Paper29 focuses on the problem that previous methods for fusing single-modal features into multimodal embeddings may lead to information loss or redundancy. A single mode enhancement transformer is introduced to extract the single mode information from the multi-mode embedding step by step and highlight the discriminant information. Paper30 proposes a multimodal Transformer network based on rough set theory for emotion analysis and emotion recognition. This method improves the feature extraction and fusion ability of multimodal information through rough set self-attention and rough set cross-attention mechanisms. Paper31 introduces a unified multimodal framework named UniMF, which aims to solve the problem of missing modes and alignment in multimodal sentiment analysis. The UniMF framework is particularly focused on dealing with multimodal sequences that are incomplete (that is, missing certain modes) and unaligned (that is, time or spatial synchronization issues between different modes), which are common challenges in real-world multimodal data collection. Paper32 proposes a framework called TriSAT, which focuses on three-modal representation learning for multimodal sentiment analysis. The TriSAT framework is built on top of Transformer and introduces a module called Trimodal Multi-Head Attention (TMHA). This module treats language as the primary mode and combines information from visual and audio modes to enhance the accuracy of sentiment analysis.
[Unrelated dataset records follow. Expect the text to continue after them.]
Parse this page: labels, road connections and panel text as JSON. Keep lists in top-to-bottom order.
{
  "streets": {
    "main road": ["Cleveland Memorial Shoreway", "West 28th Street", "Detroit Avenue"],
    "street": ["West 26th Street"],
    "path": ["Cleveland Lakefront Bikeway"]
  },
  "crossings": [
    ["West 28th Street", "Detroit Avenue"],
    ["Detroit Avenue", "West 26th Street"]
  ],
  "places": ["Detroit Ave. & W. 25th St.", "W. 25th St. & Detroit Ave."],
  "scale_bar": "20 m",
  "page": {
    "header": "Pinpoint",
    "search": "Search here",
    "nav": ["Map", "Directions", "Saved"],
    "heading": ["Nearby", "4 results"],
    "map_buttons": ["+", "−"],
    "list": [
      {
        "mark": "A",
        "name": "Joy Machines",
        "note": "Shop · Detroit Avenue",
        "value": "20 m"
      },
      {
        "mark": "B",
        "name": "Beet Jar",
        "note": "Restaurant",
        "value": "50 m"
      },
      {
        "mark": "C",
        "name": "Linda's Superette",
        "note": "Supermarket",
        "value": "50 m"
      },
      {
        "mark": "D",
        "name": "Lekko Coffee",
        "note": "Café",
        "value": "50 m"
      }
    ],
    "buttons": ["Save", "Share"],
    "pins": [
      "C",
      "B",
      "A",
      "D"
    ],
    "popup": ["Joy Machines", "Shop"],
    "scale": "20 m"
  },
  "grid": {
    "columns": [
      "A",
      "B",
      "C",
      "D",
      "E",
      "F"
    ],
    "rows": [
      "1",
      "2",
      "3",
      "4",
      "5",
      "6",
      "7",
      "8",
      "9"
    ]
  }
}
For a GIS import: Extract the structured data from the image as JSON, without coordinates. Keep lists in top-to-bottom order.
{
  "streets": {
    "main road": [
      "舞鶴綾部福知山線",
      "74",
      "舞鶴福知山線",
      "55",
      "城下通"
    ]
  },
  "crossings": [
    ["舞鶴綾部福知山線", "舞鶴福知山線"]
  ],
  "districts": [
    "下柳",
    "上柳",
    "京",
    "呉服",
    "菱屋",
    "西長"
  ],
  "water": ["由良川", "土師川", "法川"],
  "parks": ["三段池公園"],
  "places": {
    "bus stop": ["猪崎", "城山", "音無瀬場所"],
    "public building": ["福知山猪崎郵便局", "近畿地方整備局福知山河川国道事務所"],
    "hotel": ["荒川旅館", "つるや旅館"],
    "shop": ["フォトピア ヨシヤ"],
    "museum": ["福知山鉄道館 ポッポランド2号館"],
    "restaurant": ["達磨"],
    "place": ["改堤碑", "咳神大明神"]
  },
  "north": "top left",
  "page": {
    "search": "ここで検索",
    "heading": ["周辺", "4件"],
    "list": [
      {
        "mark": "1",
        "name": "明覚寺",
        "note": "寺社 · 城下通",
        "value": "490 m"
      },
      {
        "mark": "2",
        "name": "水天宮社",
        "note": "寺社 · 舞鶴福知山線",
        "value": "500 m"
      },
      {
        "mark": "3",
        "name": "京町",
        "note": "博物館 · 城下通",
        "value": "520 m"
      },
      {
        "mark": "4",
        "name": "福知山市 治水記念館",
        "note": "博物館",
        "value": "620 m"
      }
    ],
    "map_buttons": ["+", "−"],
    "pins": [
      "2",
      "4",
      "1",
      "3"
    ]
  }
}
Transformer-based pre-trained language model
The contribution of text modality in the sentiment analysis task is much greater than that of non-textual modalities. Therefore, the application of pre-trained language model in the field of multimodal sentiment analysis is increasing33,34.
BERT is the most widely used pre-trained language model in the field of multimodal sentiment analysis. BERT’s Transformer-based bidirectional encoder is pre-trained through mask language modeling and next sentence prediction. Its feature is to support context bidirectional understanding, which is suitable for natural language understanding tasks35. In 2019, RoBERTa (Robustly Optimized BERT Approach) was proposed as an improved version of BERT, which removes NSP tasks and optimizes training strategies (larger batch size, longer sequences), surpassing the original BERT on multiple NLU tasks with higher training efficiency36. SentiLARE (Sentiment-Aware Language Representation with Linguistic Knowledge) is a pre-trained language model for emotional perception proposed by Yequan Wang et al in 2020. Its core innovation lies in the explicit integration of linguistic knowledge (such as part of speech tagging, semantic role tagging) and affective information. By designing pre-training tasks for affective perception (such as affective word mask and sentence affective contrast learning), the model can enhance the modeling ability of textual affective polarity and fine-grained affective expression. It is significantly superior to traditional pre-trained models (such as BERT and RoBERTa) in tasks such as emotion classification and aspect level emotion analysis, and shows stronger robustness and generalization especially in low-resource scenarios37.
Framework
The detailed architecture of TMSPF-Net is illustrated in Fig. 1. The modeling process is divided into three main components. First, multi-scale interactive emotional information across different modalities is extracted using the Multi-scale Adaptive Transformer (MAT). Second, redundant information among non-linguistic modalities is removed to enhance recognition accuracy. Finally, the outputs of the MAT and TGCEM are fused and fed into the PLM to perform the final sentiment analysis. In the following sections, we provide a detailed explanation of the structure and functionality of each module.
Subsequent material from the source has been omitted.